Write out every record in full, keeping each character exactly as it is.

INFORMATION SHOWN
◇ ◇ ◇

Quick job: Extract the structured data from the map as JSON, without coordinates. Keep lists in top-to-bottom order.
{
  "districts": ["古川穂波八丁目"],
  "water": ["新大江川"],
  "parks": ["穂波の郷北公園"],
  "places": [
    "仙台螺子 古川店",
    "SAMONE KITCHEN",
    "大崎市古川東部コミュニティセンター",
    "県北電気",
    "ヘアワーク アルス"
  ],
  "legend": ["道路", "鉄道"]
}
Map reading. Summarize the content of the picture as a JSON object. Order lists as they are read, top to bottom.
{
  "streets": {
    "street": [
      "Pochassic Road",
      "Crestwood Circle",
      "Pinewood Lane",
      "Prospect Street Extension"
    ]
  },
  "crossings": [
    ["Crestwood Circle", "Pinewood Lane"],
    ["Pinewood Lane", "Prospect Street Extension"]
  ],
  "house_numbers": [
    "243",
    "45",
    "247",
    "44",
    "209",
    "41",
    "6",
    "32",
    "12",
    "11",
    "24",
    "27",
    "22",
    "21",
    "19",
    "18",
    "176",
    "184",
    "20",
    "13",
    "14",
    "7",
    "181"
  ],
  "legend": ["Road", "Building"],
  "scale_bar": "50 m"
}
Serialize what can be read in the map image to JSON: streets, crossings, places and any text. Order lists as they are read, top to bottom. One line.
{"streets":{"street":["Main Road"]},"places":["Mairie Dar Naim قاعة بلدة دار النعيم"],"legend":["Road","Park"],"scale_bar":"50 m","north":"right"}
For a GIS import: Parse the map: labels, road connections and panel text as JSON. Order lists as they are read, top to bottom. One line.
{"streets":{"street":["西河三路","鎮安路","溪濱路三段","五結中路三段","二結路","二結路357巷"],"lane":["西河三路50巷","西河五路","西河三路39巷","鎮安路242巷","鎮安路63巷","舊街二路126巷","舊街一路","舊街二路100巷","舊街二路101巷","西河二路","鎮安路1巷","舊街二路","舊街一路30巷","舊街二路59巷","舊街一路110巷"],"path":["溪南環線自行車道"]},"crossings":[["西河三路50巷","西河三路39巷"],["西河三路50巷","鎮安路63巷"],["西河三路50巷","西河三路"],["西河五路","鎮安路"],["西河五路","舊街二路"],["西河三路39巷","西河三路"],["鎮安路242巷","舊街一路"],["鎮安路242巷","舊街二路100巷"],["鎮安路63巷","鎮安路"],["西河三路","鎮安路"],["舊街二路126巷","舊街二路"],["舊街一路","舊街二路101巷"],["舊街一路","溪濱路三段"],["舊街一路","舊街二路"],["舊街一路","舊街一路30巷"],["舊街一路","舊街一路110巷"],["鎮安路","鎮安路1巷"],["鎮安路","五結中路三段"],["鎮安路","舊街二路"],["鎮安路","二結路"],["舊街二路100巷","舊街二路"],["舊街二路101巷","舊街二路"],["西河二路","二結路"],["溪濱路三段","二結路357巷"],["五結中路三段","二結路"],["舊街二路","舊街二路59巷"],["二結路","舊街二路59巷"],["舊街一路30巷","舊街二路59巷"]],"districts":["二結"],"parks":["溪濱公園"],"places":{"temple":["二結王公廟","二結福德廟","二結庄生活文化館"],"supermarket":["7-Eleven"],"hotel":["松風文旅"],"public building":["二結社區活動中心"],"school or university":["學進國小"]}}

◇ ◇ ◇

COMPLETED EXERCISE
Quick job: Extract the structured data from the map as JSON, without coordinates. Keep lists in top-to-bottom order.
{
  "districts": ["古川穂波八丁目"],
  "water": ["新大江川"],
  "parks": ["穂波の郷北公園"],
  "places": [
    "仙台螺子 古川店",
    "SAMONE KITCHEN",
    "大崎市古川東部コミュニティセンター",
    "県北電気",
    "ヘアワーク アルス"
  ],
  "legend": ["道路", "鉄道"]
}
Map reading. Summarize the content of the picture as a JSON object. Order lists as they are read, top to bottom.
{
  "streets": {
    "street": [
      "Pochassic Road",
      "Crestwood Circle",
      "Pinewood Lane",
      "Prospect Street Extension"
    ]
  },
  "crossings": [
    ["Crestwood Circle", "Pinewood Lane"],
    ["Pinewood Lane", "Prospect Street Extension"]
  ],
  "house_numbers": [
    "243",
    "45",
    "247",
    "44",
    "209",
    "41",
    "6",
    "32",
    "12",
    "11",
    "24",
    "27",
    "22",
    "21",
    "19",
    "18",
    "176",
    "184",
    "20",
    "13",
    "14",
    "7",
    "181"
  ],
  "legend": ["Road", "Building"],
  "scale_bar": "50 m"
}
Serialize what can be read in the map image to JSON: streets, crossings, places and any text. Order lists as they are read, top to bottom. One line.
{"streets":{"street":["Main Road"]},"places":["Mairie Dar Naim قاعة بلدة دار النعيم"],"legend":["Road","Park"],"scale_bar":"50 m","north":"right"}
For a GIS import: Parse the map: labels, road connections and panel text as JSON. Order lists as they are read, top to bottom. One line.
{"streets":{"street":["西河三路","鎮安路","溪濱路三段","五結中路三段","二結路","二結路357巷"],"lane":["西河三路50巷","西河五路","西河三路39巷","鎮安路242巷","鎮安路63巷","舊街二路126巷","舊街一路","舊街二路100巷","舊街二路101巷","西河二路","鎮安路1巷","舊街二路","舊街一路30巷","舊街二路59巷","舊街一路110巷"],"path":["溪南環線自行車道"]},"crossings":[["西河三路50巷","西河三路39巷"],["西河三路50巷","鎮安路63巷"],["西河三路50巷","西河三路"],["西河五路","鎮安路"],["西河五路","舊街二路"],["西河三路39巷","西河三路"],["鎮安路242巷","舊街一路"],["鎮安路242巷","舊街二路100巷"],["鎮安路63巷","鎮安路"],["西河三路","鎮安路"],["舊街二路126巷","舊街二路"],["舊街一路","舊街二路101巷"],["舊街一路","溪濱路三段"],["舊街一路","舊街二路"],["舊街一路","舊街一路30巷"],["舊街一路","舊街一路110巷"],["鎮安路","鎮安路1巷"],["鎮安路","五結中路三段"],["鎮安路","舊街二路"],["鎮安路","二結路"],["舊街二路100巷","舊街二路"],["舊街二路101巷","舊街二路"],["西河二路","二結路"],["溪濱路三段","二結路357巷"],["五結中路三段","二結路"],["舊街二路","舊街二路59巷"],["二結路","舊街二路59巷"],["舊街一路30巷","舊街二路59巷"]],"districts":["二結"],"parks":["溪濱公園"],"places":{"temple":["二結王公廟","二結福德廟","二結庄生活文化館"],"supermarket":["7-Eleven"],"hotel":["松風文旅"],"public building":["二結社區活動中心"],"school or university":["學進國小"]}}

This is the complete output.